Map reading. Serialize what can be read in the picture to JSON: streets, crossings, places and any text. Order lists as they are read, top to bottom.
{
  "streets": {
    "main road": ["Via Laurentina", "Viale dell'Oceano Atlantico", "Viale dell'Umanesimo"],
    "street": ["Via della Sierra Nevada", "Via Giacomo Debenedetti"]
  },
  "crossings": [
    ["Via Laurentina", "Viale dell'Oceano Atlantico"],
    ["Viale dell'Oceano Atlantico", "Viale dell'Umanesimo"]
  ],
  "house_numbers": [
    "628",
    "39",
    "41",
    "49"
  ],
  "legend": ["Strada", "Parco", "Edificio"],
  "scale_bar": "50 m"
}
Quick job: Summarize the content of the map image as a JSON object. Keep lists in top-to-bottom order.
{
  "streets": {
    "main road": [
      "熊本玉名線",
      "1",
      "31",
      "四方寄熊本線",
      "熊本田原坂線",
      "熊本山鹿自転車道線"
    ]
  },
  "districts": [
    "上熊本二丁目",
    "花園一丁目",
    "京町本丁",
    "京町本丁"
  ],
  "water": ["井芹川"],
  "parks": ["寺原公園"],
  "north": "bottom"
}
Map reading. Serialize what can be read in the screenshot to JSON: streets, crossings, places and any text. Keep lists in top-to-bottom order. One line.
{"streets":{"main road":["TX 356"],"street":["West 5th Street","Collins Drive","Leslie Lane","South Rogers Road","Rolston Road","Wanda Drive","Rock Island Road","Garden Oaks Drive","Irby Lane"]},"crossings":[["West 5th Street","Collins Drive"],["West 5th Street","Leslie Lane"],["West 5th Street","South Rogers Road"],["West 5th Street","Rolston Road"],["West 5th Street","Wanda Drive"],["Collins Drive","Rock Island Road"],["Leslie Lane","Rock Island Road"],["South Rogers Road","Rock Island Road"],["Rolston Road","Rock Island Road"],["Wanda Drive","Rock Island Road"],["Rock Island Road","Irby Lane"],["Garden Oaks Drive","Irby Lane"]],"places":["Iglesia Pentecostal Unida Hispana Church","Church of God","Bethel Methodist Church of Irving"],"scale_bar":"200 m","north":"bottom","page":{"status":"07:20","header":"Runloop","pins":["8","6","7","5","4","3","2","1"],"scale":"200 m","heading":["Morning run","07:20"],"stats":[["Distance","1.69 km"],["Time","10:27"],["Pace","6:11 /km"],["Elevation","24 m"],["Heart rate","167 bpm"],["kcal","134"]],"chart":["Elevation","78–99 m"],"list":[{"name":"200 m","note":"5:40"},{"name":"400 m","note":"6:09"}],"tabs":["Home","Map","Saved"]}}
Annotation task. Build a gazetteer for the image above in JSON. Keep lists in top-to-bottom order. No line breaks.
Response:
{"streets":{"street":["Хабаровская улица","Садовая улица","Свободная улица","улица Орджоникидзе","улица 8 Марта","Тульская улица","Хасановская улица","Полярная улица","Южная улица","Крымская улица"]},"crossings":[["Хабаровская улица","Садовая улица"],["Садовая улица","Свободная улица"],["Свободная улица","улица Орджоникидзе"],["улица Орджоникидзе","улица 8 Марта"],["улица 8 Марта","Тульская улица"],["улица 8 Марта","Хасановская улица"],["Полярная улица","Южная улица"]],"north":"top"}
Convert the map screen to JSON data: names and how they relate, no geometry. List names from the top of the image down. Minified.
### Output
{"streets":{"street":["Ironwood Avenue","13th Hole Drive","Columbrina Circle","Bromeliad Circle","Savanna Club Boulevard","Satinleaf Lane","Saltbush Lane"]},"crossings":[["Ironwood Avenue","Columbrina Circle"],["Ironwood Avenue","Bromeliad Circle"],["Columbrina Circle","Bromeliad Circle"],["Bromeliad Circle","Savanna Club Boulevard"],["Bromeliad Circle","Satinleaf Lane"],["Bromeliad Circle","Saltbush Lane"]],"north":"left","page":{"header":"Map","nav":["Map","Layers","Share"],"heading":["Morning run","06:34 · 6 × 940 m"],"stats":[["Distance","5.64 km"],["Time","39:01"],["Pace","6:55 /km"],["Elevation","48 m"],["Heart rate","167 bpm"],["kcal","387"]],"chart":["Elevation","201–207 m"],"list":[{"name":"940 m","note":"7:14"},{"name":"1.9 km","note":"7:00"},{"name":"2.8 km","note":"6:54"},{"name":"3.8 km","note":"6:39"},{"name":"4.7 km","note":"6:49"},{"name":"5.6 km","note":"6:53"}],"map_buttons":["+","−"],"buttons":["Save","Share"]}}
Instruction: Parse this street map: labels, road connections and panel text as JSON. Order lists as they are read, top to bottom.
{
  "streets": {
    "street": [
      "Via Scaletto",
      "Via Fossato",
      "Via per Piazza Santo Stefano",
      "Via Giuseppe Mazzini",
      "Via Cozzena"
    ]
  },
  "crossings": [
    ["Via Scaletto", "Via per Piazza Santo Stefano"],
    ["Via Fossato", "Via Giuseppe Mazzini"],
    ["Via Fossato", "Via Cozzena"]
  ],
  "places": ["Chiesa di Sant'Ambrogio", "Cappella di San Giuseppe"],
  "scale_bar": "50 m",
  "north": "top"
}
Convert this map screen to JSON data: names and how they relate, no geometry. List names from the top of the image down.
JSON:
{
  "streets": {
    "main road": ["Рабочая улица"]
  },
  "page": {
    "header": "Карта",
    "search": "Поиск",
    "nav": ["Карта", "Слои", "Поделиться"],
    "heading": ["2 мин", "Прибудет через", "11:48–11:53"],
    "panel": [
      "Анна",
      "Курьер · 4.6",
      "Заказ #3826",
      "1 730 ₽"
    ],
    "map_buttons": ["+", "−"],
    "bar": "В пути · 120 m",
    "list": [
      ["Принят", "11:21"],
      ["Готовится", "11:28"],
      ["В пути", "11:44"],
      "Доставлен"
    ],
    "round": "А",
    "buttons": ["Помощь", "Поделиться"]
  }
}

--

- **PROBLEM DETAILS**:
Reproduce the full listing above, keeping every line intact.

- **EXERCISE ANSWER**:
Map reading. Serialize what can be read in the picture to JSON: streets, crossings, places and any text. Order lists as they are read, top to bottom.
{
  "streets": {
    "main road": ["Via Laurentina", "Viale dell'Oceano Atlantico", "Viale dell'Umanesimo"],
    "street": ["Via della Sierra Nevada", "Via Giacomo Debenedetti"]
  },
  "crossings": [
    ["Via Laurentina", "Viale dell'Oceano Atlantico"],
    ["Viale dell'Oceano Atlantico", "Viale dell'Umanesimo"]
  ],
  "house_numbers": [
    "628",
    "39",
    "41",
    "49"
  ],
  "legend": ["Strada", "Parco", "Edificio"],
  "scale_bar": "50 m"
}
Quick job: Summarize the content of the map image as a JSON object. Keep lists in top-to-bottom order.
{
  "streets": {
    "main road": [
      "熊本玉名線",
      "1",
      "31",
      "四方寄熊本線",
      "熊本田原坂線",
      "熊本山鹿自転車道線"
    ]
  },
  "districts": [
    "上熊本二丁目",
    "花園一丁目",
    "京町本丁",
    "京町本丁"
  ],
  "water": ["井芹川"],
  "parks": ["寺原公園"],
  "north": "bottom"
}
Map reading. Serialize what can be read in the screenshot to JSON: streets, crossings, places and any text. Keep lists in top-to-bottom order. One line.
{"streets":{"main road":["TX 356"],"street":["West 5th Street","Collins Drive","Leslie Lane","South Rogers Road","Rolston Road","Wanda Drive","Rock Island Road","Garden Oaks Drive","Irby Lane"]},"crossings":[["West 5th Street","Collins Drive"],["West 5th Street","Leslie Lane"],["West 5th Street","South Rogers Road"],["West 5th Street","Rolston Road"],["West 5th Street","Wanda Drive"],["Collins Drive","Rock Island Road"],["Leslie Lane","Rock Island Road"],["South Rogers Road","Rock Island Road"],["Rolston Road","Rock Island Road"],["Wanda Drive","Rock Island Road"],["Rock Island Road","Irby Lane"],["Garden Oaks Drive","Irby Lane"]],"places":["Iglesia Pentecostal Unida Hispana Church","Church of God","Bethel Methodist Church of Irving"],"scale_bar":"200 m","north":"bottom","page":{"status":"07:20","header":"Runloop","pins":["8","6","7","5","4","3","2","1"],"scale":"200 m","heading":["Morning run","07:20"],"stats":[["Distance","1.69 km"],["Time","10:27"],["Pace","6:11 /km"],["Elevation","24 m"],["Heart rate","167 bpm"],["kcal","134"]],"chart":["Elevation","78–99 m"],"list":[{"name":"200 m","note":"5:40"},{"name":"400 m","note":"6:09"}],"tabs":["Home","Map","Saved"]}}
Annotation task. Build a gazetteer for the image above in JSON. Keep lists in top-to-bottom order. No line breaks.
Response:
{"streets":{"street":["Хабаровская улица","Садовая улица","Свободная улица","улица Орджоникидзе","улица 8 Марта","Тульская улица","Хасановская улица","Полярная улица","Южная улица","Крымская улица"]},"crossings":[["Хабаровская улица","Садовая улица"],["Садовая улица","Свободная улица"],["Свободная улица","улица Орджоникидзе"],["улица Орджоникидзе","улица 8 Марта"],["улица 8 Марта","Тульская улица"],["улица 8 Марта","Хасановская улица"],["Полярная улица","Южная улица"]],"north":"top"}
Convert the map screen to JSON data: names and how they relate, no geometry. List names from the top of the image down. Minified.
### Output
{"streets":{"street":["Ironwood Avenue","13th Hole Drive","Columbrina Circle","Bromeliad Circle","Savanna Club Boulevard","Satinleaf Lane","Saltbush Lane"]},"crossings":[["Ironwood Avenue","Columbrina Circle"],["Ironwood Avenue","Bromeliad Circle"],["Columbrina Circle","Bromeliad Circle"],["Bromeliad Circle","Savanna Club Boulevard"],["Bromeliad Circle","Satinleaf Lane"],["Bromeliad Circle","Saltbush Lane"]],"north":"left","page":{"header":"Map","nav":["Map","Layers","Share"],"heading":["Morning run","06:34 · 6 × 940 m"],"stats":[["Distance","5.64 km"],["Time","39:01"],["Pace","6:55 /km"],["Elevation","48 m"],["Heart rate","167 bpm"],["kcal","387"]],"chart":["Elevation","201–207 m"],"list":[{"name":"940 m","note":"7:14"},{"name":"1.9 km","note":"7:00"},{"name":"2.8 km","note":"6:54"},{"name":"3.8 km","note":"6:39"},{"name":"4.7 km","note":"6:49"},{"name":"5.6 km","note":"6:53"}],"map_buttons":["+","−"],"buttons":["Save","Share"]}}
Instruction: Parse this street map: labels, road connections and panel text as JSON. Order lists as they are read, top to bottom.
{
  "streets": {
    "street": [
      "Via Scaletto",
      "Via Fossato",
      "Via per Piazza Santo Stefano",
      "Via Giuseppe Mazzini",
      "Via Cozzena"
    ]
  },
  "crossings": [
    ["Via Scaletto", "Via per Piazza Santo Stefano"],
    ["Via Fossato", "Via Giuseppe Mazzini"],
    ["Via Fossato", "Via Cozzena"]
  ],
  "places": ["Chiesa di Sant'Ambrogio", "Cappella di San Giuseppe"],
  "scale_bar": "50 m",
  "north": "top"
}
Convert this map screen to JSON data: names and how they relate, no geometry. List names from the top of the image down.
JSON:
{
  "streets": {
    "main road": ["Рабочая улица"]
  },
  "page": {
    "header": "Карта",
    "search": "Поиск",
    "nav": ["Карта", "Слои", "Поделиться"],
    "heading": ["2 мин", "Прибудет через", "11:48–11:53"],
    "panel": [
      "Анна",
      "Курьер · 4.6",
      "Заказ #3826",
      "1 730 ₽"
    ],
    "map_buttons": ["+", "−"],
    "bar": "В пути · 120 m",
    "list": [
      ["Принят", "11:21"],
      ["Готовится", "11:28"],
      ["В пути", "11:44"],
      "Доставлен"
    ],
    "round": "А",
    "buttons": ["Помощь", "Поделиться"]
  }
}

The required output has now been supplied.